Quickstart

This guide will walk you through the basics of creating schemas for serializing and deserializing data.

Declaring Schemas

Let’s start with a basic user “model”.

import datetime as dt

class User(object):
    def __init__(self, name, email):
        self.name = name
        self.email = email
        self.created_at = dt.datetime.now()

    def __repr__(self):
        return '<User(name={self.name!r})>'.format(self=self)

Create a schema by defining a class with variables mapping attribute names to Field objects.

from marshmallow import Schema, fields

class UserSchema(Schema):
    name = fields.Str()
    email = fields.Email()
    created_at = fields.DateTime()

See also

For a full reference on the available field classes, see the API Docs.

Serializing Objects (“Dumping”)

Serialize objects by passing them to your schema’s dump method, which returns the formatted result (or raises a ValidationError with a dictionary of validation errors, which we’ll revisit later).

from marshmallow import pprint

user = User(name="Monty", email="monty@python.org")
schema = UserSchema()
result = schema.dump(user)
pprint(result)
# {"name": "Monty",
#  "email": "monty@python.org",
#  "created_at": "2014-08-17T14:54:16.049594+00:00"}

You can also serialize to a JSON-encoded string using dumps.

json_result = schema.dumps(user)
pprint(json_result)
# '{"name": "Monty", "email": "monty@python.org", "created_at": "2014-08-17T14:54:16.049594+00:00"}'

Filtering output

You may not need to output all declared fields every time you use a schema. You can specify which fields to output with the only parameter.

summary_schema = UserSchema(only=('name', 'email'))
summary_schema.dump(user)
# {"name": "Monty Python", "email": "monty@python.org"}

You can also exclude fields by passing in the exclude parameter.

Deserializing Objects (“Loading”)

The opposite of the dump method is the load method, which deserializes an input dictionary to an application-level data structure.

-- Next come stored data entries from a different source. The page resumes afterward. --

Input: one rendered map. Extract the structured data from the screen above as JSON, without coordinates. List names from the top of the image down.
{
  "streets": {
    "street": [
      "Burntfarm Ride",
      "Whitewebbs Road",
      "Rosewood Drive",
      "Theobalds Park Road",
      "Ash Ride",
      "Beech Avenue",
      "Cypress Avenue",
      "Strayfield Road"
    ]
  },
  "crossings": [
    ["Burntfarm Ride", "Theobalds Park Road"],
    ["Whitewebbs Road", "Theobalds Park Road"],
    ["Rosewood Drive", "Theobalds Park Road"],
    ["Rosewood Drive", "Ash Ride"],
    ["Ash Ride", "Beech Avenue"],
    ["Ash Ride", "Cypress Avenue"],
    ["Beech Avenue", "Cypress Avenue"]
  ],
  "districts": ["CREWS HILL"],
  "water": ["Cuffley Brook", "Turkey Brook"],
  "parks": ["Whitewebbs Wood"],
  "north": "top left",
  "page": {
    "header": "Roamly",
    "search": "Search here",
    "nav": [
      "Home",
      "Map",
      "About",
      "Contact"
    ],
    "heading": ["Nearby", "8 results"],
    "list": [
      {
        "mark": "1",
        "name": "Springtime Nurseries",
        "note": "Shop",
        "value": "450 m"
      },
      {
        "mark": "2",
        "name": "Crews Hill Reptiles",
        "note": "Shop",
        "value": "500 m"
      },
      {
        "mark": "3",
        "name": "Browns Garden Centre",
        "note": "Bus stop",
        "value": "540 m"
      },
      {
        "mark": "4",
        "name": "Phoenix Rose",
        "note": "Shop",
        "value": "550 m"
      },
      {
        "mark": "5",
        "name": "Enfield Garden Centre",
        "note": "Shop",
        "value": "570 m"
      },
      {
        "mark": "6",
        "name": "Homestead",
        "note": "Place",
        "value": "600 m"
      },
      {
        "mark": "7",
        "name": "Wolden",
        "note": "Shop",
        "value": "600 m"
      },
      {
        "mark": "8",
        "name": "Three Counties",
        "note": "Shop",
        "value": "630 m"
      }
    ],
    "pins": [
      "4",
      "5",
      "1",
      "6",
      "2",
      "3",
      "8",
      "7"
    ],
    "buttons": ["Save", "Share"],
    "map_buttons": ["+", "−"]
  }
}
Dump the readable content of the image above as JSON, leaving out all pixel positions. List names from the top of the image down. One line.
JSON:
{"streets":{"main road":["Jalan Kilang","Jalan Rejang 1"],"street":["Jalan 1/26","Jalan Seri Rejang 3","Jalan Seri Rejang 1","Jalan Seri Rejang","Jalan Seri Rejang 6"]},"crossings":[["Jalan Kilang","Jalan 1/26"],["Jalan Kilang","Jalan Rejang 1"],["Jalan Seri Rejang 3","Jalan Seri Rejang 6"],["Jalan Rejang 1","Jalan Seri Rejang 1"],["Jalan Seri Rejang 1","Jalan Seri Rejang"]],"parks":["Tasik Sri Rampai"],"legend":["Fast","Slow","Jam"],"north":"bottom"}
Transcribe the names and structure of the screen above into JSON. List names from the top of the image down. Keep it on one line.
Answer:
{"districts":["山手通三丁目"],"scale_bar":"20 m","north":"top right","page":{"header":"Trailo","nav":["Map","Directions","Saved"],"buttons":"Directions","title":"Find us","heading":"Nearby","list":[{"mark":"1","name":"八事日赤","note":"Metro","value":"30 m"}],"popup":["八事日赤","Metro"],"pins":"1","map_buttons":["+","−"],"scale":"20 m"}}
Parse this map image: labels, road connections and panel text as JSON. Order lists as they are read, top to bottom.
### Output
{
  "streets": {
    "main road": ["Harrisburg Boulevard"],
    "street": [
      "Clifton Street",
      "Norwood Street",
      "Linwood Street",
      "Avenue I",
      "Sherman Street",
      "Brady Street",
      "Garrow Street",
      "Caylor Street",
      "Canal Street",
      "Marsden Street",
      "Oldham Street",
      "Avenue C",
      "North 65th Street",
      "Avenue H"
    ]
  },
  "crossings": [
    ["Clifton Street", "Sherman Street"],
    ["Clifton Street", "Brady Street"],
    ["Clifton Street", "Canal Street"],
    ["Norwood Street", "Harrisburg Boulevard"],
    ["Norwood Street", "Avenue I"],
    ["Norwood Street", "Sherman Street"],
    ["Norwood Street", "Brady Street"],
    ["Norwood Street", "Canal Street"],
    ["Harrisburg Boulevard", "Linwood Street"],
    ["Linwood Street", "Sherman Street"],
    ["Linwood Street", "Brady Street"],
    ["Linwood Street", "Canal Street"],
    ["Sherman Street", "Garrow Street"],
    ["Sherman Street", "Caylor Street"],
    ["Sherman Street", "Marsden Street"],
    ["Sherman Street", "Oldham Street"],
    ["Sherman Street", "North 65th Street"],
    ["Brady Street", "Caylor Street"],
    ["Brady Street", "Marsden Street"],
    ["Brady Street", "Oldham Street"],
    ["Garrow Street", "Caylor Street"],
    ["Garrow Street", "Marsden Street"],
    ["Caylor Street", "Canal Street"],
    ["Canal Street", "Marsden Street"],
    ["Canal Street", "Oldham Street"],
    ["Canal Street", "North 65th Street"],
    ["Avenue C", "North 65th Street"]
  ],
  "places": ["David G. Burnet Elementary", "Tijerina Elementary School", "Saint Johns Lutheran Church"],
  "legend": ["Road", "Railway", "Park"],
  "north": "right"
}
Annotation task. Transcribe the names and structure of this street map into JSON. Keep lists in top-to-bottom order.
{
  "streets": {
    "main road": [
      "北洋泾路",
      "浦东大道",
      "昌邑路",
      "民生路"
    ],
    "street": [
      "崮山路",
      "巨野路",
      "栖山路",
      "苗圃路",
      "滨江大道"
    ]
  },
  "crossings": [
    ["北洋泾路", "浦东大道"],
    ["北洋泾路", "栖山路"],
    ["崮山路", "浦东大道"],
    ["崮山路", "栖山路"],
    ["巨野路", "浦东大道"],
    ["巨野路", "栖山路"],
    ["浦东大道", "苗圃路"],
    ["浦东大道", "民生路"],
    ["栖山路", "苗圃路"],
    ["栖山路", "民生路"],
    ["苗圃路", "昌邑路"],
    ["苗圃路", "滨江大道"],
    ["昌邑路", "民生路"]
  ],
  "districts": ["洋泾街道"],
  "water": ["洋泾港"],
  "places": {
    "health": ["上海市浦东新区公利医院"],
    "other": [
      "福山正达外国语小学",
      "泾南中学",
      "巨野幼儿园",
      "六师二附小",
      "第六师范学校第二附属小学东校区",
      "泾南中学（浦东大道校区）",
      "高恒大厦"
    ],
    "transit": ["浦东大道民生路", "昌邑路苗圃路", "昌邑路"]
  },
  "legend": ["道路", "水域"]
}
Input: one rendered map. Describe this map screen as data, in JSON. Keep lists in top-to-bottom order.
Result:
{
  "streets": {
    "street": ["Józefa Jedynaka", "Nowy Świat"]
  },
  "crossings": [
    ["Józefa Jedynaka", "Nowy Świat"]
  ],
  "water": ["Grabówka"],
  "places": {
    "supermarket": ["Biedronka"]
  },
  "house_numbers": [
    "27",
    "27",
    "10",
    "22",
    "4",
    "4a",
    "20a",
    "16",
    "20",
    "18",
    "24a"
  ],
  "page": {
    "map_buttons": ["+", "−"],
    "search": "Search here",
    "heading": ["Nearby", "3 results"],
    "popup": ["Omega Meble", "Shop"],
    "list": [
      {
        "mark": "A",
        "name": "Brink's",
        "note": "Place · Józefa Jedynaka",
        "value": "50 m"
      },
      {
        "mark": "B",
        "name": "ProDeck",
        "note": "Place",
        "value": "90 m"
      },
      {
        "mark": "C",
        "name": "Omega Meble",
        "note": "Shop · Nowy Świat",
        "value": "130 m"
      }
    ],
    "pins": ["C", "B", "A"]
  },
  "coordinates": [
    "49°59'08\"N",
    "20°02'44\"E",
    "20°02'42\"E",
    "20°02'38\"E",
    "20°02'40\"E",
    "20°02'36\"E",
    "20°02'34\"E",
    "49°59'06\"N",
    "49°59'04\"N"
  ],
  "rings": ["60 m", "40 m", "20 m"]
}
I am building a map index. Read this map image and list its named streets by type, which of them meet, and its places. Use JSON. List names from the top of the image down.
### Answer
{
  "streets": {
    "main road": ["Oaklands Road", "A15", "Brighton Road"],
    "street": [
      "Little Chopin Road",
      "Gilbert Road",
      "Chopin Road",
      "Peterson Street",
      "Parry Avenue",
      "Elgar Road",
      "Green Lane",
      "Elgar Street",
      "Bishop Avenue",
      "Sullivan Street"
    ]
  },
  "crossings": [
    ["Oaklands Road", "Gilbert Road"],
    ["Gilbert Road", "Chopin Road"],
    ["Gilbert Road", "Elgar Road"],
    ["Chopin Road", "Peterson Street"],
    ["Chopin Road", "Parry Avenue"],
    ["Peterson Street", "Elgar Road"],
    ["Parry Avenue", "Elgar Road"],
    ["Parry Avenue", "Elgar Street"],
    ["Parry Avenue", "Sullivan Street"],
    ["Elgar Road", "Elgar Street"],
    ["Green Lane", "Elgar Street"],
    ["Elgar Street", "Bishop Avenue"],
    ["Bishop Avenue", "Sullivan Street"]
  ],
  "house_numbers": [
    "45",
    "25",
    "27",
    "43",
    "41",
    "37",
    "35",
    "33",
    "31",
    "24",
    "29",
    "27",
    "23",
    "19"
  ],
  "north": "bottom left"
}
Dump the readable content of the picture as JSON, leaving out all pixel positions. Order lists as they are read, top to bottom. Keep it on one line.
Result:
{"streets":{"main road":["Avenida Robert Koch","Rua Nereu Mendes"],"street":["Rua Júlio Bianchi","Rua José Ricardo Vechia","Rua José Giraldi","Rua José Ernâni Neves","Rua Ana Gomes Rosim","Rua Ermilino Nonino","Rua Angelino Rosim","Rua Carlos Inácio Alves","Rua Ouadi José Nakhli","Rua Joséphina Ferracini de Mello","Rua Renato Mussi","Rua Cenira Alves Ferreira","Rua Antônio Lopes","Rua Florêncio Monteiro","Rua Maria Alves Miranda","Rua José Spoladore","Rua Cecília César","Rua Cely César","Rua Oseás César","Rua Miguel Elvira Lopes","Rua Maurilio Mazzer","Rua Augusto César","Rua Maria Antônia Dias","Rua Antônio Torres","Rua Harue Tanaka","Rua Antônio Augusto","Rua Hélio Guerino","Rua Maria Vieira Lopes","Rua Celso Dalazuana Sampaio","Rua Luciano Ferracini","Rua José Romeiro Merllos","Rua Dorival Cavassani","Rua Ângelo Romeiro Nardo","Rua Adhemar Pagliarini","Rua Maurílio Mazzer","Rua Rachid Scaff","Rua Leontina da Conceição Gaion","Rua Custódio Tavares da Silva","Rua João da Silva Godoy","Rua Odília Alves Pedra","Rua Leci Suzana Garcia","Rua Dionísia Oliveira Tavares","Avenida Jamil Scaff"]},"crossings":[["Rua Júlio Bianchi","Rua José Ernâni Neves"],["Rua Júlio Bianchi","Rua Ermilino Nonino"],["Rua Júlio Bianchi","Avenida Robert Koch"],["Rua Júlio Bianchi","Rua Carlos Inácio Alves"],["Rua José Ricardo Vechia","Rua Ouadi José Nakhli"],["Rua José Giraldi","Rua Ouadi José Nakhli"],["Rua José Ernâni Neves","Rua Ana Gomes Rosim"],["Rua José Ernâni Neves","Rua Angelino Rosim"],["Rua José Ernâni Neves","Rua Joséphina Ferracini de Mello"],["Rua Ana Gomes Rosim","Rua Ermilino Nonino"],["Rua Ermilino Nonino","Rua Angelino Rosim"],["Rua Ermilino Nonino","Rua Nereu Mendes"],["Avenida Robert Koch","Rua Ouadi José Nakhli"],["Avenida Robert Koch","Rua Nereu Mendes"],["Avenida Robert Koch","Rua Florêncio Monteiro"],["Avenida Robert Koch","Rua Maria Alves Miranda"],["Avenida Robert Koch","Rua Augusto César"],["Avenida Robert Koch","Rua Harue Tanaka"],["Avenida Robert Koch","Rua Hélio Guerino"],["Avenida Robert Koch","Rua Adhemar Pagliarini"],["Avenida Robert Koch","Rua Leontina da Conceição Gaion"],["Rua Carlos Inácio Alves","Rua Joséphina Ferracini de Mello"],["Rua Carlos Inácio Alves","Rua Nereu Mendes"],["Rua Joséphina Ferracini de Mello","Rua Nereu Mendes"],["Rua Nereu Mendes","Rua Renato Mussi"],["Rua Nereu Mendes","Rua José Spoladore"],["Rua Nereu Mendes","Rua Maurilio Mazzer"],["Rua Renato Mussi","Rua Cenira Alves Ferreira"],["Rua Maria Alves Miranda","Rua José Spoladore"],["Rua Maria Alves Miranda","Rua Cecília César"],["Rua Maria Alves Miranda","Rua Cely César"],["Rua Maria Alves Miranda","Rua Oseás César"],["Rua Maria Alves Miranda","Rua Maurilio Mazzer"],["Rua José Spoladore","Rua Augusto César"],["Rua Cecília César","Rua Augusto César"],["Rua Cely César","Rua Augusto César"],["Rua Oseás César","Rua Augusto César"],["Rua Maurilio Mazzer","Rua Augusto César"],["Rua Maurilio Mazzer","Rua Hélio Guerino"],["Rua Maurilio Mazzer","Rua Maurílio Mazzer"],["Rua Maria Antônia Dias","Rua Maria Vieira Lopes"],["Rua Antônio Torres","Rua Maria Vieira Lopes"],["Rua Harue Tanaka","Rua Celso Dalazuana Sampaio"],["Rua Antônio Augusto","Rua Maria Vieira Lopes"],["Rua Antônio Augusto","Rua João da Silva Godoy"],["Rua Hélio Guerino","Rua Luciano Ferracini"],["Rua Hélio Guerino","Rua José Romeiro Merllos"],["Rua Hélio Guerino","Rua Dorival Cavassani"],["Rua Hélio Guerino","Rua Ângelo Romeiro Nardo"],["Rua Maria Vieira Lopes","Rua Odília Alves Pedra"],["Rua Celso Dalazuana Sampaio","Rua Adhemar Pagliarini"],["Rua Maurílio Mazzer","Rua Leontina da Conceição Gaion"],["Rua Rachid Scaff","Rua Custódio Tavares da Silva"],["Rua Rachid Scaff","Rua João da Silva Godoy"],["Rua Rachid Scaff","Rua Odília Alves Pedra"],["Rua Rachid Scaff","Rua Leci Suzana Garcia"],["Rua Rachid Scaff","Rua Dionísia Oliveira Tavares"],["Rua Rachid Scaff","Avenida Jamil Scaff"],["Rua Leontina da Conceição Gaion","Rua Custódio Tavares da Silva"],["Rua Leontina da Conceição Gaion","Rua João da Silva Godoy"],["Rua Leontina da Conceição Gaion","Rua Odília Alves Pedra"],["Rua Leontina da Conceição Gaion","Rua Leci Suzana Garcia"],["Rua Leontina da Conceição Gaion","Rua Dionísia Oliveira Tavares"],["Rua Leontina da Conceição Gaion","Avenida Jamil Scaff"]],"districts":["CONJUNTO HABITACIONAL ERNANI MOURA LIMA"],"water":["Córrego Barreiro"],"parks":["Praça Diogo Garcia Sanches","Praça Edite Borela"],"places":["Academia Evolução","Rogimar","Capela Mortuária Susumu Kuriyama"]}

By default, load will return a dictionary of field names mapped to the deserialized values.

from pprint import pprint

user_data = {
    'created_at': '2014-08-11T05:26:03.869245',
    'email': u'ken@yahoo.com',
    'name': u'Ken'
}
schema = UserSchema()
result = schema.load(user_data)
pprint(result)
# {'name': 'Ken',
#  'email': 'ken@yahoo.com',
#  'created_at': datetime.datetime(2014, 8, 11, 5, 26, 3, 869245)},

Notice that the datetime string was converted to a datetime object.

Deserializing to Objects

In order to deserialize to an object, define a method of your Schema and decorate it with post_load. The method receives a dictionary of deserialized data as its only parameter.

from marshmallow import Schema, fields, post_load

class UserSchema(Schema):
    name = fields.Str()
    email = fields.Email()
    created_at = fields.DateTime()

    @post_load
    def make_user(self, data):
        return User(**data)

Now, the load method will return a User object.

user_data = {
    'name': 'Ronnie',
    'email': 'ronnie@stones.com'
}
schema = UserSchema()
result = schema.load(user_data)
result # => <User(name='Ronnie')>

Handling Collections of Objects

Iterable collections of objects are also serializable and deserializable. Just set many=True.

user1 = User(name="Mick", email="mick@stones.com")
user2 = User(name="Keith", email="keith@stones.com")
users = [user1, user2]
schema = UserSchema(many=True)
result = schema.dump(users)  # OR UserSchema().dump(users, many=True)
result
# [{'name': u'Mick',
#   'email': u'mick@stones.com',
#   'created_at': '2014-08-17T14:58:57.600623+00:00'}
#  {'name': u'Keith',
#   'email': u'keith@stones.com',
#   'created_at': '2014-08-17T14:58:57.600623+00:00'}]

Validation

Schema.load() (and its JSON-decoding counterpart, Schema.loads()) raises a ValidationError error when invalid data are passed in. You can access the dictionary of validation errors from the ValidationError.messages attribute. The data that was correctly serialized / deserialized is accessible in ValidationError.valid_data. Some fields, such as the Email and URL fields, have built-in validation.

from marshmallow import ValidationError

try:
    result = UserSchema().load({'name': 'John', 'email': 'foo'})
except ValidationError as err:
    err.messages  # => {'email': ['"foo" is not a valid email address.']}
    valid_data = err.valid_data  # => {'name': 'John'}

When validating a collection, the errors dictionary will be keyed on the indices of invalid items.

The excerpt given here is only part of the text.